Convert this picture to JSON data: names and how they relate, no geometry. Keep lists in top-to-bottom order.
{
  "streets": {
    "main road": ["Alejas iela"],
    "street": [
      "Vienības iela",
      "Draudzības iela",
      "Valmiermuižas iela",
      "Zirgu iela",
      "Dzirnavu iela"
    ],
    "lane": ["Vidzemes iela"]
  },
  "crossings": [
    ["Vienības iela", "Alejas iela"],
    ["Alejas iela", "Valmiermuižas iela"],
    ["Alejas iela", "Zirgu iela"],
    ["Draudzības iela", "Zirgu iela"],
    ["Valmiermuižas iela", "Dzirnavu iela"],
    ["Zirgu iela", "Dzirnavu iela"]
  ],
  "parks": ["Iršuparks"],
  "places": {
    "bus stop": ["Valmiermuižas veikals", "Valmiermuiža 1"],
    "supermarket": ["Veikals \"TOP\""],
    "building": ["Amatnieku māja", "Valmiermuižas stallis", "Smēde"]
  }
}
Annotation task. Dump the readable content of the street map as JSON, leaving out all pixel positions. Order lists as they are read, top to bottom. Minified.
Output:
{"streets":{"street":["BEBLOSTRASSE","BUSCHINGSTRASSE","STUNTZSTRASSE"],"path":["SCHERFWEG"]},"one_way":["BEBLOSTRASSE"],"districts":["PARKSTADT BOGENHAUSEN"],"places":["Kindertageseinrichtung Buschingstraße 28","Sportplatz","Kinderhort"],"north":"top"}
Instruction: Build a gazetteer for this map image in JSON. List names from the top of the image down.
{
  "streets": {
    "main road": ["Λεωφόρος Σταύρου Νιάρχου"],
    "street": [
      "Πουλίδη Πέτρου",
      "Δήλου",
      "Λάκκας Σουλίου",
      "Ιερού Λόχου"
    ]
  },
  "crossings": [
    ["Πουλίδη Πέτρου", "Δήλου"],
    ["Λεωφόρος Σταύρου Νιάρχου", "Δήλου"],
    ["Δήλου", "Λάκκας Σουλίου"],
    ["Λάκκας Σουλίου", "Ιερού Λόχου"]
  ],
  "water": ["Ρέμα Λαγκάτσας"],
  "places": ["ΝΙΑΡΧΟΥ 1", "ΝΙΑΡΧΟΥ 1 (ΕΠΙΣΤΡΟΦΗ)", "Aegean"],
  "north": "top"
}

__________

What the exercise asks » Transcribe all of the material above so that it matches the source exactly.

Answer space »
Convert this picture to JSON data: names and how they relate, no geometry. Keep lists in top-to-bottom order.
{
  "streets": {
    "main road": ["Alejas iela"],
    "street": [
      "Vienības iela",
      "Draudzības iela",
      "Valmiermuižas iela",
      "Zirgu iela",
      "Dzirnavu iela"
    ],
    "lane": ["Vidzemes iela"]
  },
  "crossings": [
    ["Vienības iela", "Alejas iela"],
    ["Alejas iela", "Valmiermuižas iela"],
    ["Alejas iela", "Zirgu iela"],
    ["Draudzības iela", "Zirgu iela"],
    ["Valmiermuižas iela", "Dzirnavu iela"],
    ["Zirgu iela", "Dzirnavu iela"]
  ],
  "parks": ["Iršuparks"],
  "places": {
    "bus stop": ["Valmiermuižas veikals", "Valmiermuiža 1"],
    "supermarket": ["Veikals \"TOP\""],
    "building": ["Amatnieku māja", "Valmiermuižas stallis", "Smēde"]
  }
}
Annotation task. Dump the readable content of the street map as JSON, leaving out all pixel positions. Order lists as they are read, top to bottom. Minified.
Output:
{"streets":{"street":["BEBLOSTRASSE","BUSCHINGSTRASSE","STUNTZSTRASSE"],"path":["SCHERFWEG"]},"one_way":["BEBLOSTRASSE"],"districts":["PARKSTADT BOGENHAUSEN"],"places":["Kindertageseinrichtung Buschingstraße 28","Sportplatz","Kinderhort"],"north":"top"}
Instruction: Build a gazetteer for this map image in JSON. List names from the top of the image down.
{
  "streets": {
    "main road": ["Λεωφόρος Σταύρου Νιάρχου"],
    "street": [
      "Πουλίδη Πέτρου",
      "Δήλου",
      "Λάκκας Σουλίου",
      "Ιερού Λόχου"
    ]
  },
  "crossings": [
    ["Πουλίδη Πέτρου", "Δήλου"],
    ["Λεωφόρος Σταύρου Νιάρχου", "Δήλου"],
    ["Δήλου", "Λάκκας Σουλίου"],
    ["Λάκκας Σουλίου", "Ιερού Λόχου"]
  ],
  "water": ["Ρέμα Λαγκάτσας"],
  "places": ["ΝΙΑΡΧΟΥ 1", "ΝΙΑΡΧΟΥ 1 (ΕΠΙΣΤΡΟΦΗ)", "Aegean"],
  "north": "top"
}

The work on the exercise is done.